The taxpayer, an operator of public houses and bars, filed its tax return for the period ended 31 March 2012 on 3 February 2015 and, for the period ended 31 March 2013 on 26 November 2015. The tax returns included a claim for capital allowances of £317,535 and £369,207, which if you follow the normal time limits of filing and tax return amendment, were 10 months and 7 months late respectively
On 12 April 2016, HMRC opened an enquiry to reject the claims and the taxpayer appealed against the two closure notices. The enquiry was restricted to capital allowances and specifically the validity of the late claims made.
It was not disputed that the tax returns and claims for capital allowances were late. The issue in dispute was the technical application of paragraph 82 Schedule 18 Finance Act 1998 – “Time limit for claims” and Statement of Practise 5/01.
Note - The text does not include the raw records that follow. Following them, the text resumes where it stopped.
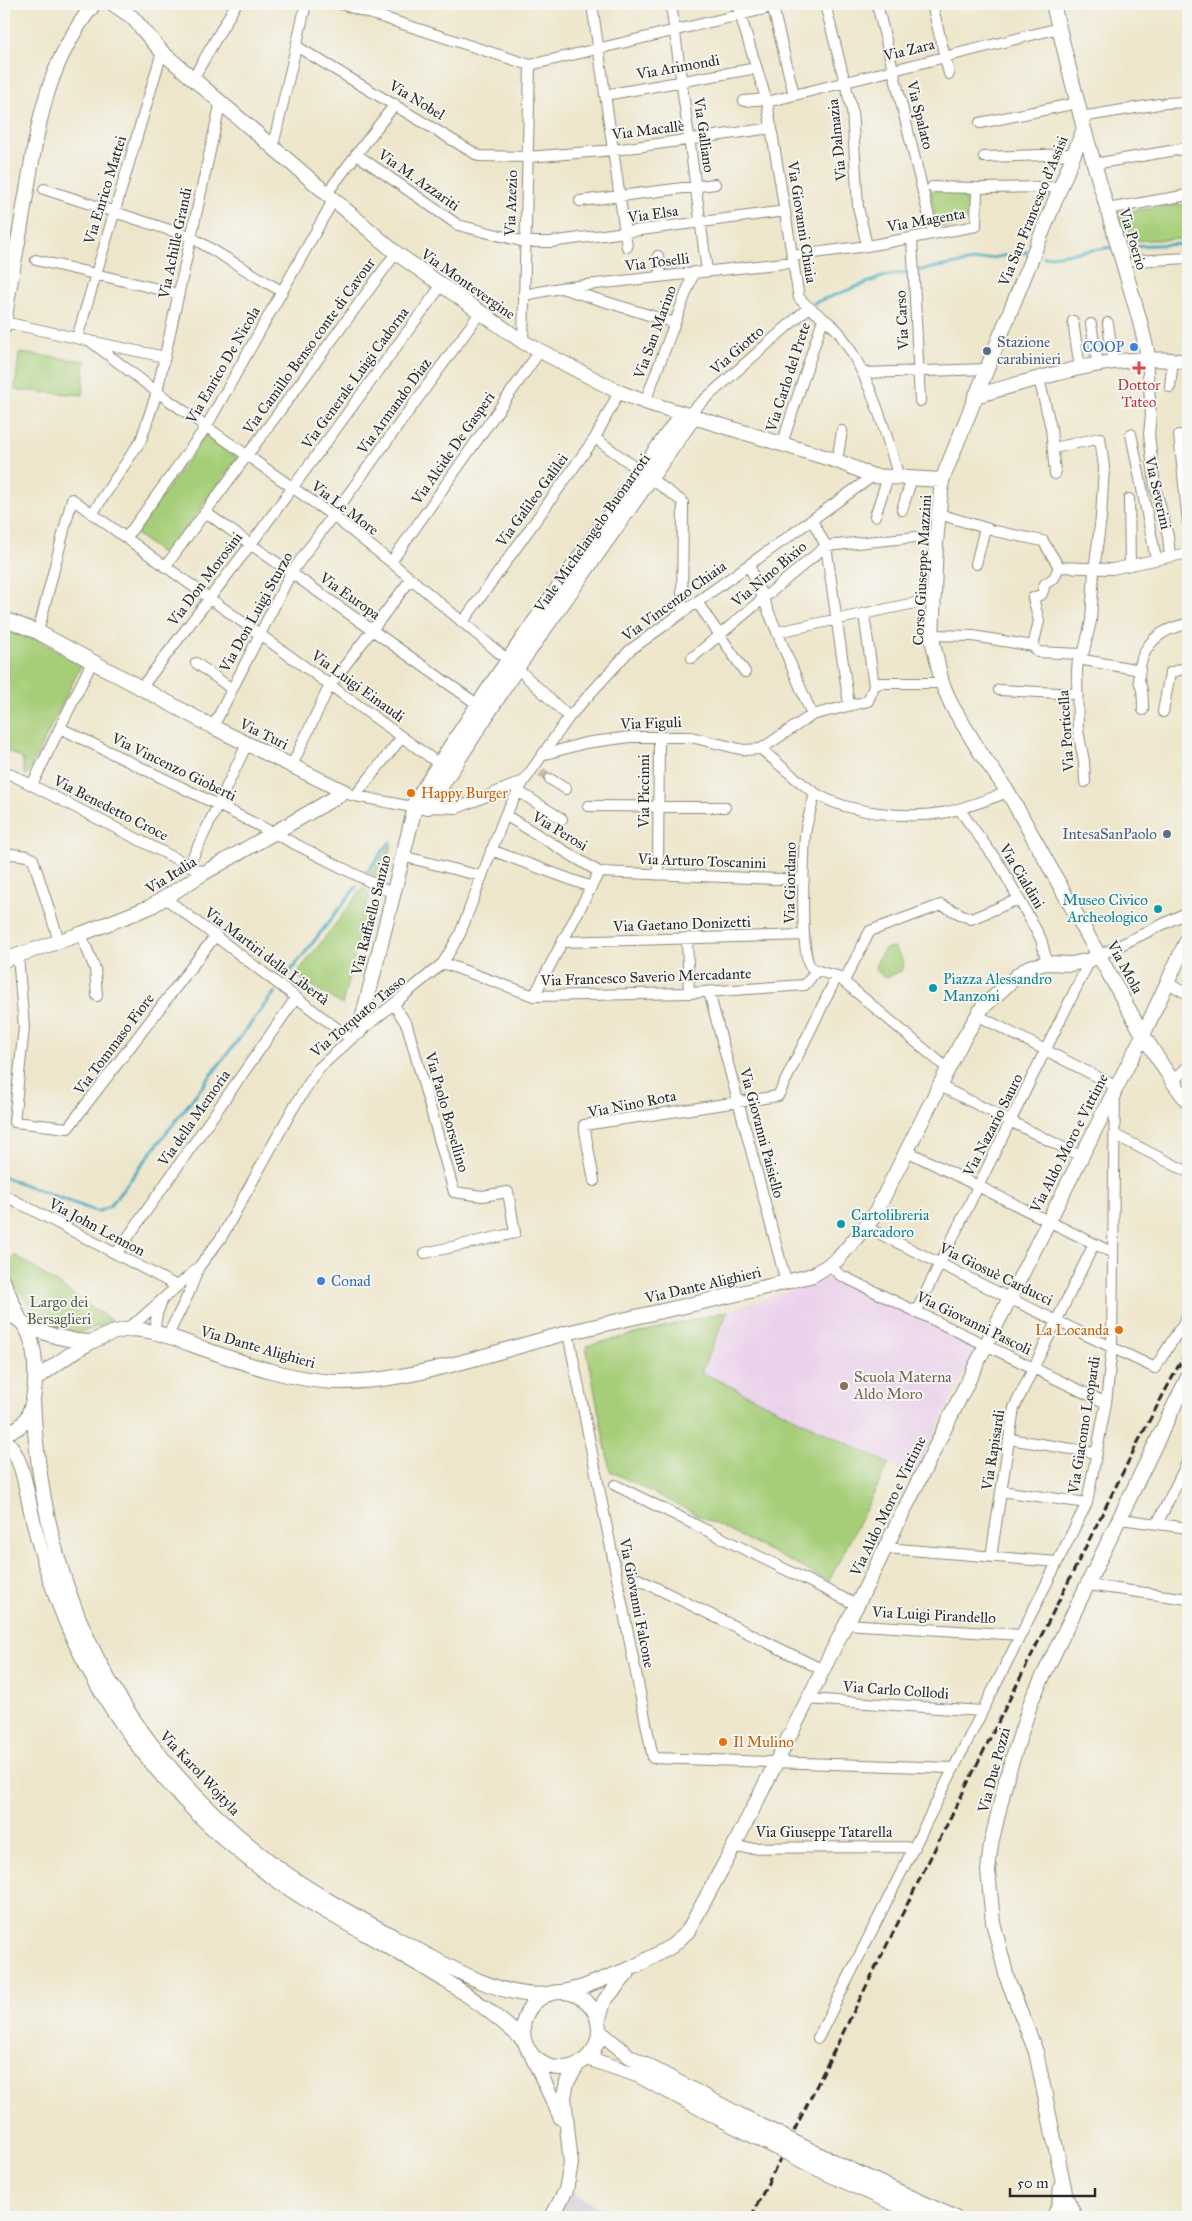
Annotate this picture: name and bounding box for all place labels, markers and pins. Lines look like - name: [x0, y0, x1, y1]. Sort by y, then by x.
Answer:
- place label: Stazione carabinieri: [997, 333, 1061, 368]
- place label: COOP: [1082, 338, 1124, 356]
- marker: COOP: [1128, 341, 1140, 353]
- marker: Stazione carabinieri: [981, 345, 993, 357]
- marker: Dottor Tateo: [1133, 362, 1145, 374]
- place label: Dottor Tateo: [1117, 376, 1161, 411]
- place label: Happy Burger: [421, 784, 508, 802]
- marker: Happy Burger: [405, 787, 417, 799]
- place label: IntesaSanPaolo: [1062, 825, 1157, 843]
- marker: IntesaSanPaolo: [1161, 828, 1173, 840]
- place label: Museo Civico Archeologico: [1063, 891, 1148, 926]
- marker: Museo Civico Archeologico: [1152, 903, 1164, 915]
- place label: Piazza Alessandro Manzoni: [943, 970, 1052, 1005]
- marker: Piazza Alessandro Manzoni: [927, 982, 939, 994]
- place label: Cartolibreria Barcadoro: [851, 1206, 930, 1241]
- marker: Cartolibreria Barcadoro: [835, 1218, 847, 1230]
- place label: Conad: [331, 1272, 371, 1290]
- marker: Conad: [315, 1275, 327, 1287]
- place label: La Locanda: [1035, 1321, 1110, 1339]
- marker: La Locanda: [1113, 1324, 1125, 1336]
- place label: Scuola Materna Aldo Moro: [853, 1368, 952, 1403]
- marker: Scuola Materna Aldo Moro: [838, 1380, 850, 1392]
- place label: Il Mulino: [733, 1733, 794, 1751]
- marker: Il Mulino: [717, 1736, 729, 1748]

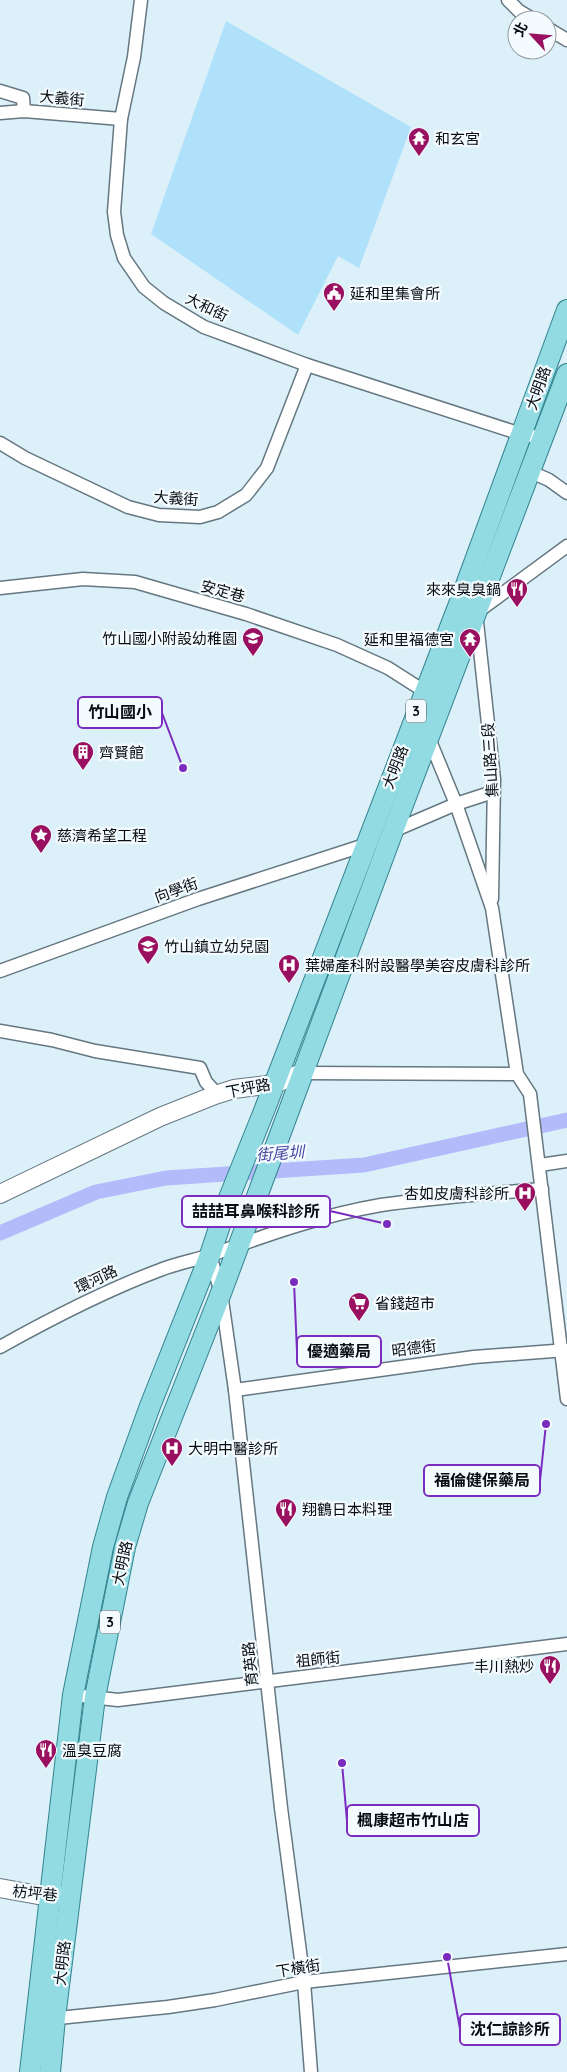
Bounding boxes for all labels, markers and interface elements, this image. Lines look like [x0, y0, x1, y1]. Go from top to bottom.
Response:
north arrow [507, 10, 557, 60]
text: 北 [509, 19, 531, 40]
street label: 大義街 [39, 87, 85, 109]
temple icon: 和玄宮 [407, 126, 431, 157]
place label: 和玄宮 [435, 129, 480, 148]
public building icon: 延和里集會所 [322, 281, 346, 312]
place label: 延和里集會所 [350, 284, 440, 303]
street label: 大和街 [183, 289, 231, 325]
street label: 大明路 [521, 364, 555, 412]
street label: 大義街 [153, 487, 199, 509]
street label: 安定巷 [199, 576, 247, 606]
restaurant icon: 來來臭臭鍋 [505, 577, 529, 608]
place label: 來來臭臭鍋 [426, 580, 501, 599]
school or university icon: 竹山國小附設幼稚園 [241, 626, 265, 657]
temple icon: 延和里福德宮 [458, 627, 482, 658]
place label: 竹山國小附設幼稚園 [102, 629, 237, 648]
place label: 延和里福德宮 [364, 630, 454, 649]
callout: 竹山國小 [78, 697, 162, 728]
road number: 3 [406, 699, 426, 722]
text: 竹山國小 [88, 702, 152, 722]
street label: 集山路三段 [478, 722, 502, 798]
building icon: 齊賢館 [71, 740, 95, 771]
place label: 齊賢館 [99, 743, 144, 762]
street label: 大明路 [378, 743, 412, 791]
place icon: 慈濟希望工程 [29, 823, 53, 854]
place label: 慈濟希望工程 [57, 826, 147, 845]
street label: 向學街 [152, 873, 200, 907]
school or university icon: 竹山鎮立幼兒園 [136, 934, 160, 965]
place label: 竹山鎮立幼兒園 [164, 937, 269, 956]
hospital icon: 葉婦產科附設醫學美容皮膚科診所 [277, 953, 301, 984]
place label: 葉婦產科附設醫學美容皮膚科診所 [305, 956, 530, 975]
street label: 下坪路 [224, 1074, 272, 1102]
water label: 街尾圳 [255, 1141, 307, 1165]
hospital icon: 杏如皮膚科診所 [513, 1181, 537, 1212]
place label: 杏如皮膚科診所 [404, 1184, 509, 1203]
callout: 喆喆耳鼻喉科診所 [182, 1196, 330, 1227]
text: 喆喆耳鼻喉科診所 [192, 1201, 320, 1221]
street label: 環河路 [72, 1261, 120, 1297]
supermarket icon: 省錢超市 [347, 1291, 371, 1322]
place label: 省錢超市 [375, 1294, 435, 1313]
callout: 優適藥局 [297, 1336, 381, 1367]
street label: 昭德街 [391, 1336, 437, 1360]
text: 優適藥局 [307, 1341, 371, 1361]
hospital icon: 大明中醫診所 [160, 1436, 184, 1467]
place label: 大明中醫診所 [188, 1439, 278, 1458]
callout: 福倫健保藥局 [424, 1465, 540, 1496]
text: 福倫健保藥局 [434, 1470, 530, 1490]
restaurant icon: 翔鶴日本料理 [274, 1497, 298, 1528]
place label: 翔鶴日本料理 [302, 1500, 392, 1519]
street label: 大明路 [108, 1539, 136, 1587]
road number: 3 [100, 1610, 120, 1634]
street label: 育英路 [238, 1641, 262, 1687]
street label: 祖師街 [295, 1647, 341, 1671]
restaurant icon: 丰川熱炒 [538, 1654, 562, 1685]
place label: 丰川熱炒 [474, 1657, 534, 1676]
restaurant icon: 溫臭豆腐 [34, 1738, 58, 1769]
place label: 溫臭豆腐 [62, 1741, 122, 1760]
callout: 楓康超市竹山店 [347, 1805, 479, 1836]
text: 楓康超市竹山店 [357, 1810, 469, 1830]
street label: 枋坪巷 [12, 1881, 58, 1905]
street label: 大明路 [50, 1940, 74, 1986]
street label: 下橫街 [274, 1955, 322, 1981]
callout: 沈仁諒診所 [460, 2014, 560, 2045]
text: 沈仁諒診所 [470, 2019, 550, 2039]

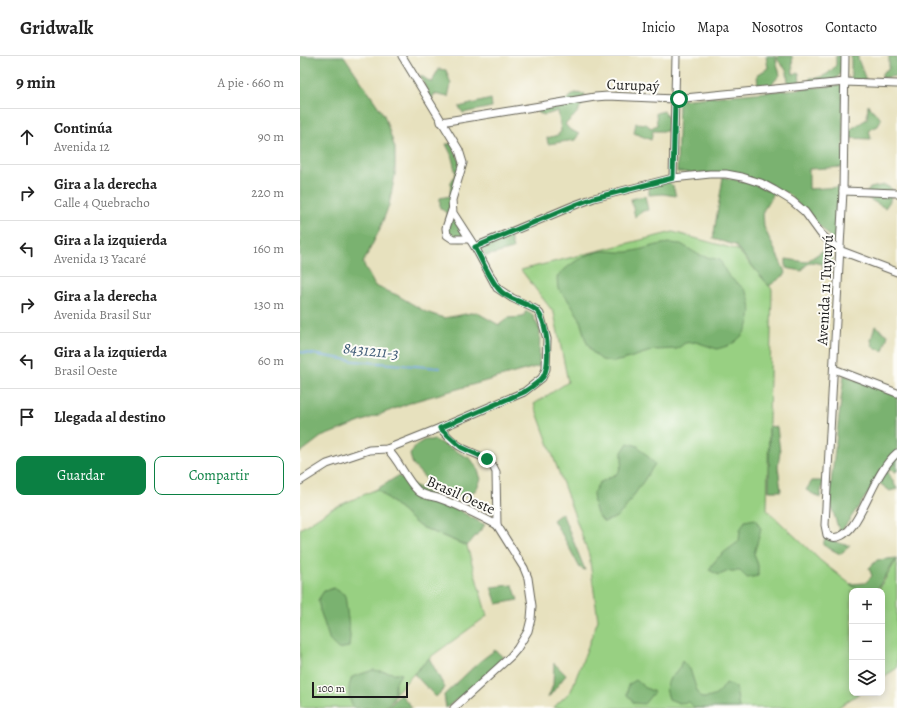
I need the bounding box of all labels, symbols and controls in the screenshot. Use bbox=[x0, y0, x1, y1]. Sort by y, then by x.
text: Gridwalk bbox=[20, 15, 93, 41]
text: Inicio bbox=[642, 18, 675, 37]
text: Mapa bbox=[697, 18, 729, 37]
text: Nosotros bbox=[751, 18, 803, 37]
text: Contacto bbox=[825, 18, 877, 37]
text: 9 min bbox=[16, 71, 56, 94]
text: A pie · 660 m bbox=[217, 74, 284, 91]
street label: Curupa´y bbox=[606, 74, 660, 96]
route start bbox=[670, 90, 688, 108]
text: Continúa bbox=[54, 118, 112, 138]
icon: ahead bbox=[16, 126, 38, 148]
text: 90 m bbox=[258, 128, 284, 145]
text: Avenida 12 bbox=[54, 138, 110, 155]
text: Gira a la derecha bbox=[54, 174, 157, 194]
icon: right bbox=[16, 182, 38, 204]
text: 220 m bbox=[251, 184, 284, 201]
text: Calle 4 Quebracho bbox=[54, 194, 150, 211]
text: Gira a la izquierda bbox=[54, 230, 167, 250]
street label: Avenida 11 Tuyuyú bbox=[812, 233, 838, 347]
icon: left bbox=[16, 238, 38, 260]
text: 160 m bbox=[253, 240, 284, 257]
text: Avenida 13 Yacaré bbox=[54, 250, 146, 267]
text: Gira a la derecha bbox=[54, 286, 157, 306]
icon: right bbox=[16, 294, 38, 316]
text: 130 m bbox=[254, 296, 284, 313]
text: Avenida Brasil Sur bbox=[54, 306, 151, 323]
water label: 8431211-3 bbox=[342, 337, 400, 365]
text: Gira a la izquierda bbox=[54, 342, 167, 362]
icon: left bbox=[16, 350, 38, 372]
text: 60 m bbox=[258, 352, 284, 369]
text: Brasil Oeste bbox=[54, 362, 117, 379]
icon: arrive bbox=[16, 406, 38, 428]
text: Llegada al destino bbox=[54, 407, 166, 427]
route end bbox=[478, 450, 496, 468]
button: Guardar bbox=[16, 456, 146, 495]
button: Compartir bbox=[154, 456, 284, 495]
street label: Brasil Oeste bbox=[424, 471, 499, 519]
map controls bbox=[849, 588, 885, 696]
button: + bbox=[849, 588, 885, 624]
button: − bbox=[849, 624, 885, 660]
button: layers bbox=[849, 660, 885, 696]
scale bar bbox=[312, 680, 408, 699]
text: 100 m bbox=[318, 681, 345, 696]

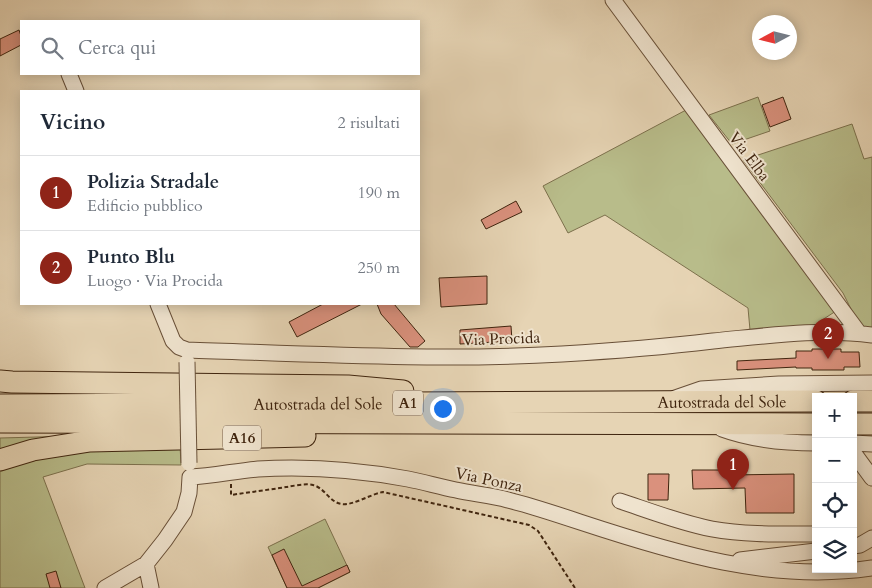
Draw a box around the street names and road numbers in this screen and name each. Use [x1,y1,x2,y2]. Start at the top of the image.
street label: Via Elba [723,127,775,186]
street label: Via Procida [461,327,541,351]
road number: A1 [393,390,423,416]
street label: Autostrada del Sole [657,391,787,414]
street label: Autostrada del Sole [253,393,383,416]
road number: A16 [223,426,261,450]
street label: Via Ponza [453,462,525,498]

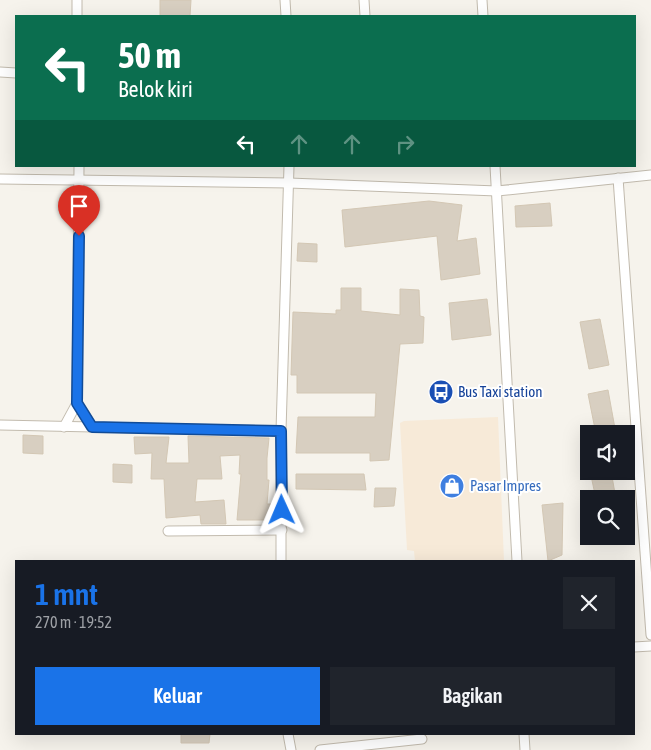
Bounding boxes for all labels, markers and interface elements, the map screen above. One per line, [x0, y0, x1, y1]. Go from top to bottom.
icon: left [35, 35, 100, 100]
text: 50 m [118, 35, 181, 75]
text: Belok kiri [118, 76, 193, 102]
icon: left [232, 130, 260, 158]
icon: ahead [285, 130, 313, 158]
icon: ahead [338, 130, 366, 158]
icon: right [391, 130, 419, 158]
pin [58, 185, 100, 236]
icon: arrive [65, 192, 93, 220]
bus stop icon: Bus Taxi station [428, 379, 454, 405]
place label: Bus Taxi station [458, 383, 542, 400]
map controls [580, 425, 635, 545]
button: sound [580, 425, 635, 480]
shop icon: Pasar Impres [439, 473, 465, 499]
place label: Pasar Impres [470, 477, 541, 494]
position arrow [255, 483, 307, 535]
button: search [580, 490, 635, 545]
text: 1 mnt [35, 577, 98, 611]
button: close [563, 577, 615, 629]
text: 270 m · 19:52 [35, 613, 112, 631]
button: Keluar [35, 667, 320, 725]
button: Bagikan [330, 667, 615, 725]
“A claim for capital allowances may be made, amended or withdrawn at any time up to whichever is the last of the following dates—
a) the first anniversary of the filing date for the company tax return of the claimant company for the accounting period for which the claim is made; b) if notice of enquiry is given into that return, 30 days after the enquiry is completed; c) if after such an enquiry [an officer of Revenue and Customs] [amends] the return under paragraph 34(2), 30 days after notice of the amendment is issued; d) if an appeal is brought against such an amendment, 30 days after the date on which the appeal is finally determined.”
HMRC argued that the claims were not made in time for the purposes of (a) above and were therefore invalid. They also argued that when the claims were finally made there was no open enquiry for the purposes of (b)-(d) above. The mere fact that an enquiry had to be opened to remove the late claims, in HMRC’s view, did not make the original claims valid.
After much technical debate, First-tier Tribunal found in favour of the taxpayer….
“The appeal is allowed. I therefore find that the claims to capital allowances for the periods ended 31 March 2012 and 31 March 2013 should be allowed on the basis that they have been made timeously by virtue of paragraph 82(1)(b) notwithstanding the claims were not made within the time limit contained in paragraph 82(1)(a).”
We would always advise adherence to statutory filing deadlines to avoid penalties, interest and higher risk ratings; however, if you find yourself filing a very late tax return, the above case could provide a useful reference to support an accompanying valid capital allowances claim.